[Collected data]
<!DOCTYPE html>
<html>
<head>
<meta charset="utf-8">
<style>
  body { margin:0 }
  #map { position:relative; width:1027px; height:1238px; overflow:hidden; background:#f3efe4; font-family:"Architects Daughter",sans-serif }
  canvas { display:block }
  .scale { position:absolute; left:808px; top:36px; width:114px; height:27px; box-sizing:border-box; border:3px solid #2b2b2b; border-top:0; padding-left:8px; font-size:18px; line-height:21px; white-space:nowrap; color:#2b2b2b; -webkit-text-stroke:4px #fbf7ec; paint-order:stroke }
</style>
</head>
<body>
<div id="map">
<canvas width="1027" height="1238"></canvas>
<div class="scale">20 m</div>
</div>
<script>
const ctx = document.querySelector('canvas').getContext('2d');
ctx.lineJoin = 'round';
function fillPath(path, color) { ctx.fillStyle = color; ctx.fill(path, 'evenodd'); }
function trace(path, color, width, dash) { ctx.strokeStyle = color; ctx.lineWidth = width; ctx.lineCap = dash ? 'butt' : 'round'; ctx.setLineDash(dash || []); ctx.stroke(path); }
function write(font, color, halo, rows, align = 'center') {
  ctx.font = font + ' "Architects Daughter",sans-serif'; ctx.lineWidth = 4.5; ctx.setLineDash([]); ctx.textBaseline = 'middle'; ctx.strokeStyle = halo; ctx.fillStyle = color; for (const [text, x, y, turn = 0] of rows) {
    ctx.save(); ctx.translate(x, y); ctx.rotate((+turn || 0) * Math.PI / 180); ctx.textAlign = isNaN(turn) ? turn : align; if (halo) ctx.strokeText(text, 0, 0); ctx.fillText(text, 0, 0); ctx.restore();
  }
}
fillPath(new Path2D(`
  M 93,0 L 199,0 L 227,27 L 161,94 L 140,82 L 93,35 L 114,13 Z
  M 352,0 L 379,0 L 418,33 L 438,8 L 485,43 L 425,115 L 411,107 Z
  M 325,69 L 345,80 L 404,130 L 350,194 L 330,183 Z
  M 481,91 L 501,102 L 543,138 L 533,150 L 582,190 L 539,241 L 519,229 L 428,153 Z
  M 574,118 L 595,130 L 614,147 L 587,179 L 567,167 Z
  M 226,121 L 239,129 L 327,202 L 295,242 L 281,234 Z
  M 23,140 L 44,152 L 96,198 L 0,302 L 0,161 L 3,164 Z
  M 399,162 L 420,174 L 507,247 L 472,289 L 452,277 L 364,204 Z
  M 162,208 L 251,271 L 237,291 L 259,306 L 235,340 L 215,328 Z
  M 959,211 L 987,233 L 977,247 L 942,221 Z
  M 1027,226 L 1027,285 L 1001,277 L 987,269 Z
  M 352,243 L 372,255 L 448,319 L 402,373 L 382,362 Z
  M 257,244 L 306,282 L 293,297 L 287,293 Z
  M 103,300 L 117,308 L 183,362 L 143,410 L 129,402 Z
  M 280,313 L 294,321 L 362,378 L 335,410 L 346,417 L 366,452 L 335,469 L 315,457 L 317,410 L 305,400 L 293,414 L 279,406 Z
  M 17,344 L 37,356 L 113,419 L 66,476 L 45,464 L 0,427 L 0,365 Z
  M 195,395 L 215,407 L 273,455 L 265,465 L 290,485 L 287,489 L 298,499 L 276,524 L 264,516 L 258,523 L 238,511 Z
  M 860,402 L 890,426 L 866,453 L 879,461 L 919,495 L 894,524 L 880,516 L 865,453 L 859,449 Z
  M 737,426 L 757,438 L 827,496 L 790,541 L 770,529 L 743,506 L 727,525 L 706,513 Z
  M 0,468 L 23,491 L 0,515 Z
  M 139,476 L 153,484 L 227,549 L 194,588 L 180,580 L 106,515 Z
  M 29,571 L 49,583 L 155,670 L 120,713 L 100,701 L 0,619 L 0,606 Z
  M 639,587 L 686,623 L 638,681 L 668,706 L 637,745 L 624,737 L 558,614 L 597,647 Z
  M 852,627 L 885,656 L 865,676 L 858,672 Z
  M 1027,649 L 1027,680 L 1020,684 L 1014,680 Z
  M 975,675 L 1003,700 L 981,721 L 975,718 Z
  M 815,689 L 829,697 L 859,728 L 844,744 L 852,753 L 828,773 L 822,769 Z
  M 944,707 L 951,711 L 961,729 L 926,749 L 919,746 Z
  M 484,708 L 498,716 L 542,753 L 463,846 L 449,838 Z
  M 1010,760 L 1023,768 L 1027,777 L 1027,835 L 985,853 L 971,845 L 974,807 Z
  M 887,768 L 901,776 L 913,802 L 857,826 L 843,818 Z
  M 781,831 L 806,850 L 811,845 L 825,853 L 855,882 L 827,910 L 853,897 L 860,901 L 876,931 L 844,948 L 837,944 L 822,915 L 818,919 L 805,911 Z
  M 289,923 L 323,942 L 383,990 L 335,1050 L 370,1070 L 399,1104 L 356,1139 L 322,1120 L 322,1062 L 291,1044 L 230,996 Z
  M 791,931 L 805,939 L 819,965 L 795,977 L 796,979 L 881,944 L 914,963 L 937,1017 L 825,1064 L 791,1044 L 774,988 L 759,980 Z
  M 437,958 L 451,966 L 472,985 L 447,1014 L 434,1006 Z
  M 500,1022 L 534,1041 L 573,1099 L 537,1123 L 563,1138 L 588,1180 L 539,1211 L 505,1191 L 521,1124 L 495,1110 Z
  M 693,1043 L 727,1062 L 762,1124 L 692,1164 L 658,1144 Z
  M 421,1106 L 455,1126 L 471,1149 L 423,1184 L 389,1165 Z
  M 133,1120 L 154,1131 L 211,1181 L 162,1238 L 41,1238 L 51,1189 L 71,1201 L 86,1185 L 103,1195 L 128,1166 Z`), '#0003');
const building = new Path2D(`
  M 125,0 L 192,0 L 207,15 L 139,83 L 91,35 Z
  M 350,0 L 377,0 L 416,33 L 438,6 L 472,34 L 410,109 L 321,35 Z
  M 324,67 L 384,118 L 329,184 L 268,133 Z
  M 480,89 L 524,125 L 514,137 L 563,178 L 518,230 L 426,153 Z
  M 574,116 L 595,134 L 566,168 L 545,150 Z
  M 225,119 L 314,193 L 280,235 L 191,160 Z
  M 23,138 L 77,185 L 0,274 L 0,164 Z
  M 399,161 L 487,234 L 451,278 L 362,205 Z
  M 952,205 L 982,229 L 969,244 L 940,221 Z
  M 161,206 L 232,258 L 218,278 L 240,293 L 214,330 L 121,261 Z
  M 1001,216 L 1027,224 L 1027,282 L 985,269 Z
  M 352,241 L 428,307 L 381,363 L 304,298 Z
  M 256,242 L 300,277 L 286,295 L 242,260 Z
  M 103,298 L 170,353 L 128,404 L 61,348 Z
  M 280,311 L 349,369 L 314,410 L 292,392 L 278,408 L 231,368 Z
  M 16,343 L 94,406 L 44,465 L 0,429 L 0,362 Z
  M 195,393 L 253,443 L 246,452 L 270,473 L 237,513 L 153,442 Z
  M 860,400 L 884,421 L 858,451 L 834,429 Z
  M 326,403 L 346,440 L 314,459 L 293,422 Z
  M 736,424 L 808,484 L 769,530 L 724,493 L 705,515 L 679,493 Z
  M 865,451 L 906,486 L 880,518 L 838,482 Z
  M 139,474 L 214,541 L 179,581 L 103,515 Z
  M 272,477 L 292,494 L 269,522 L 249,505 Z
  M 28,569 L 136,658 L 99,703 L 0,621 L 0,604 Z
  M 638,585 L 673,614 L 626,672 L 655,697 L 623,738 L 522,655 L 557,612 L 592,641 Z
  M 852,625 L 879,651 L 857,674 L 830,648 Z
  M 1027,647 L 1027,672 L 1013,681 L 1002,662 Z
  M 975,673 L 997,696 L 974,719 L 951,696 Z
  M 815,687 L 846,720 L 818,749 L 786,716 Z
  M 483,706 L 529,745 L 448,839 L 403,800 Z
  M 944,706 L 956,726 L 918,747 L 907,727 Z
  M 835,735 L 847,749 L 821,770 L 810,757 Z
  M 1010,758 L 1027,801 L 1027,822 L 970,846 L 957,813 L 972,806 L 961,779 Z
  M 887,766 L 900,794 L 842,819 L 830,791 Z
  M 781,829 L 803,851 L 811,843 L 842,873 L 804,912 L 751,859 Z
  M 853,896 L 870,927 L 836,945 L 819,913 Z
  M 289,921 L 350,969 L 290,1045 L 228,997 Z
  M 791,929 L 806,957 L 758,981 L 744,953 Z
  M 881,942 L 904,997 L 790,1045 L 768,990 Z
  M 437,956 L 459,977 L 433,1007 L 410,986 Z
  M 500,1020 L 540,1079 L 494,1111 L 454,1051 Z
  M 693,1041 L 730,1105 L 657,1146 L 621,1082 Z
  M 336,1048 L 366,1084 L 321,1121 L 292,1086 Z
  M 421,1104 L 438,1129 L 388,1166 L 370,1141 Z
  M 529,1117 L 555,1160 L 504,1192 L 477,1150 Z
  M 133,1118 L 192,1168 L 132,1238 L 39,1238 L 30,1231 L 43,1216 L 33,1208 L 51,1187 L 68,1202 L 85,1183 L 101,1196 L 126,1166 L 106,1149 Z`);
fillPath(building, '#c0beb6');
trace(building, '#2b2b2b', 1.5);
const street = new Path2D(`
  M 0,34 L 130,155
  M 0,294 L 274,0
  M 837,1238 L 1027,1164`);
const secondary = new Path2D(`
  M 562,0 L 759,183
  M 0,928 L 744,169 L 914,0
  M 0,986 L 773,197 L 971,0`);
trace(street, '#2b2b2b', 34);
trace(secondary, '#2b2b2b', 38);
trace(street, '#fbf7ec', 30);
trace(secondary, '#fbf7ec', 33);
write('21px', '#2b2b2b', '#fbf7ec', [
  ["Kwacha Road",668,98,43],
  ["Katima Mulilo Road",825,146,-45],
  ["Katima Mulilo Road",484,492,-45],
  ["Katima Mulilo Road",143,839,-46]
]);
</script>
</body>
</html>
---
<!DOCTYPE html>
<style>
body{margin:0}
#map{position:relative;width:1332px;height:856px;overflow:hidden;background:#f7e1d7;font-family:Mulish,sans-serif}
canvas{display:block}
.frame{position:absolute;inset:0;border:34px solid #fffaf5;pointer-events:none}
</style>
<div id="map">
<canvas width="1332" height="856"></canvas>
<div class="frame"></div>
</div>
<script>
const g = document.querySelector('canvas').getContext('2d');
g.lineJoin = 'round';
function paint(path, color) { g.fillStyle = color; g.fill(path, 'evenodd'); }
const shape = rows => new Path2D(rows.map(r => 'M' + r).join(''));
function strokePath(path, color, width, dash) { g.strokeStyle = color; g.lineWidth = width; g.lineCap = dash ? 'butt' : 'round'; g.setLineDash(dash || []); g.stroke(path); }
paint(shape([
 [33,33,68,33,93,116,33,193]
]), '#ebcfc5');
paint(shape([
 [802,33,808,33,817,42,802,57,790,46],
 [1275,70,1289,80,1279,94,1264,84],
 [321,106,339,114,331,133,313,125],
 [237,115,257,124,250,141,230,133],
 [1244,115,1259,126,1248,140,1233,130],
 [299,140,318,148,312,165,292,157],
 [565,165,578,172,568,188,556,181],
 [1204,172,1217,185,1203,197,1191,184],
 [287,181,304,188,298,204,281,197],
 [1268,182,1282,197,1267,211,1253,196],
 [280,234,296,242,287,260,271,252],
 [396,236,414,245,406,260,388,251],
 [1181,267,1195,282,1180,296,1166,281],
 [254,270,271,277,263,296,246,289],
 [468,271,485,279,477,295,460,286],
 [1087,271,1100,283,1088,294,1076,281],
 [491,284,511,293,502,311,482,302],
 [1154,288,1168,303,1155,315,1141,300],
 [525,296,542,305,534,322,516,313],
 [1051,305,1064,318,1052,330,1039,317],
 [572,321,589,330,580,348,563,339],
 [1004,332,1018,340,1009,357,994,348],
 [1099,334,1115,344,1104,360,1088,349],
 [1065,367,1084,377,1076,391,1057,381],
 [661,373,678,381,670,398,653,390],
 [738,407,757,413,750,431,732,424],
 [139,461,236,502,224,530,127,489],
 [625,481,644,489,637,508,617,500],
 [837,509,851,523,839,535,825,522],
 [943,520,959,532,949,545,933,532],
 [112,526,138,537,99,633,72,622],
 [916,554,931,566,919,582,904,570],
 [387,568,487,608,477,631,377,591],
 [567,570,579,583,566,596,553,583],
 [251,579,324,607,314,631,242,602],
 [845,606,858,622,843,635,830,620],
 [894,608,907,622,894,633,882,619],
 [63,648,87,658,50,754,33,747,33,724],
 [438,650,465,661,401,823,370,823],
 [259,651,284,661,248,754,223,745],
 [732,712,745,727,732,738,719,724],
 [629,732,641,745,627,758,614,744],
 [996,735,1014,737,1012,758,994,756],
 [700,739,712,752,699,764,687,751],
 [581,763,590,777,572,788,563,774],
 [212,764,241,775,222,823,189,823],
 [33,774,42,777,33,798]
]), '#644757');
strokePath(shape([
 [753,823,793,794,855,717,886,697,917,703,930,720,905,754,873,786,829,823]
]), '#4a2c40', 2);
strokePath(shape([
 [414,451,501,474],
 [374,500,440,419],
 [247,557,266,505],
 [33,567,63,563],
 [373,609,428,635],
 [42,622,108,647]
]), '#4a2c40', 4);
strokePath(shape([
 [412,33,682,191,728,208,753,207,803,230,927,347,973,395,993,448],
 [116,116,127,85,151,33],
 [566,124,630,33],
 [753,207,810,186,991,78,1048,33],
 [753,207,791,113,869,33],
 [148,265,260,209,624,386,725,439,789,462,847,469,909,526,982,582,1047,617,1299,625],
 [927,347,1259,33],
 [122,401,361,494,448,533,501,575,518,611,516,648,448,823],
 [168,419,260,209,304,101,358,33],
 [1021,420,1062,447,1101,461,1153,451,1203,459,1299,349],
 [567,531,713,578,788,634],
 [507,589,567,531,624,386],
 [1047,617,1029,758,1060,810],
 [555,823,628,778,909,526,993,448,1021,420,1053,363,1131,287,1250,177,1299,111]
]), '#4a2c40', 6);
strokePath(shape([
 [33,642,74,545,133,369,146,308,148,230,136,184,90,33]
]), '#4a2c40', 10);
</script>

BRIEF:
Would you retype exactly the lines above, from the line with "g.lineJoin = 'round';" to the line with "const shape = rows", with both end lines kept and nothing more?

ANSWER SPACE:
g.lineJoin = 'round';
function paint(path, color) { g.fillStyle = color; g.fill(path, 'evenodd'); }
const shape = rows => new Path2D(rows.map(r => 'M' + r).join(''));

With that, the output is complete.